Dichos programas, me parece, de fondo presentan (como una actuación de la
vida real) la manifestación de la existencia humana en su parte dramática.
Otro ejemplo son la
cantidad de películas estadounidenses que podemos ver -en ocasiones hasta
tres o cuatro veces en el mismo mes- las cuales generalmente presentan
asesinatos, secuestros, infidelidades, robos, fenómenos paranormales,
guerras etc. Dichas películas manifiestan aspectos extremos de la
existencia humana que le llevan a no encontrar algún sentido, a sentirse
como arrojada en este mundo.
Las telenovelas son un
ejemplo más. Las situaciones que generalmente se presentan son divorcio
por infidelidad, marido agresivo, esposa alcohólica, papás ricos y
exitosos con hijos consentidos, drogadictos y prepotentes, adolescentes
embarazadas, chicas viviendo en “libertad” para tener sexo, relaciones
homosexuales y lésbicas etc. Todas ellas más que enviar el mensaje de
prevención lo envían de promoción y provocación (ésta es una de las
fuertes razones por las que nuestros adolescentes y jóvenes son como son).

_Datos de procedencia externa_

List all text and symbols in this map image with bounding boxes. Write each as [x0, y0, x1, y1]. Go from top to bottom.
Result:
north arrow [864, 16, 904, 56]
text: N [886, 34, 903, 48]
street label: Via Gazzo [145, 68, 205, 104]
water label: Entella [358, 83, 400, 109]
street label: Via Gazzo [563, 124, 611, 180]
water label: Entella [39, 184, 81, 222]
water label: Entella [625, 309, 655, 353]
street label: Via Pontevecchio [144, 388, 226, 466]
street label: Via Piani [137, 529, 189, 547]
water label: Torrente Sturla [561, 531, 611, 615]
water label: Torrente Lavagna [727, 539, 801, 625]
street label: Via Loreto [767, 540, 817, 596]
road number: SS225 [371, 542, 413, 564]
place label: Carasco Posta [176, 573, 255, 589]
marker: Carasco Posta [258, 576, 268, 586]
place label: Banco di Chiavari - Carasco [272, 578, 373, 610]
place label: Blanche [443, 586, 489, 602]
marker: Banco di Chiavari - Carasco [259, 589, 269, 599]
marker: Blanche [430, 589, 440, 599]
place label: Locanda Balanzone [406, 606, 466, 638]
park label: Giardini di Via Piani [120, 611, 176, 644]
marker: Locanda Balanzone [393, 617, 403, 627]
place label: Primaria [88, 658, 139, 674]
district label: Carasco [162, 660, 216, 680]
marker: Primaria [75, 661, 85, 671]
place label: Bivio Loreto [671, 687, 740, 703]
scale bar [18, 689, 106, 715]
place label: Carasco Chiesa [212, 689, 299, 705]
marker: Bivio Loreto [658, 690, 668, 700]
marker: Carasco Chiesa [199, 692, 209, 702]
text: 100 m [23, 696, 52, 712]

Situaciones que sí hablan de lo que acontece en nuestra humanidad sólo que
de una manera extrema. Empujando a creer que es correcto vivir así. Dice
el filósofo existencialista Sartre que se presenta un sentimiento de
náusea en el hombre el cual surge, precisamente, de la falta de propósito
y finalidad del hombre. Para el hombre que vive así todo está de más, todo
es absurdo, todo es nada. Por tanto, ello le llevará a recibir lo que se
le presente sin más sin ninguna postura crítica pues todo es nada y nada
tiene sentido. Es decir vivir simplemente como se va viviendo, vivir por
vivir, o mejor existir por existir.
Los programas televisivos,
las películas estadounidenses, las telenovelas -en general- y algo más
llevan en sí un mensaje matizado por ciertas características
existencialistas. Lo importante en ello es “existir sin más preocupación”.
La esencia de la vida se olvida, se toma literalmente la cita: “bebamos y
comamos que mañana moriremos”. Necesitamos entender que sólo tenemos el
hoy para vivir y no que tenemos que acabarnos la vida sólo hoy.
Amigo(a) lector ¿vives
como te gustaría vivir? ¿qué te falta? ¿qué te sobra? Piensa un poco en la
respuesta, después continúa leyendo. ¿La respuesta a la pregunta anterior
refiere a lo material?...recuerda que donde está tu tesoro ahí está tu
corazón.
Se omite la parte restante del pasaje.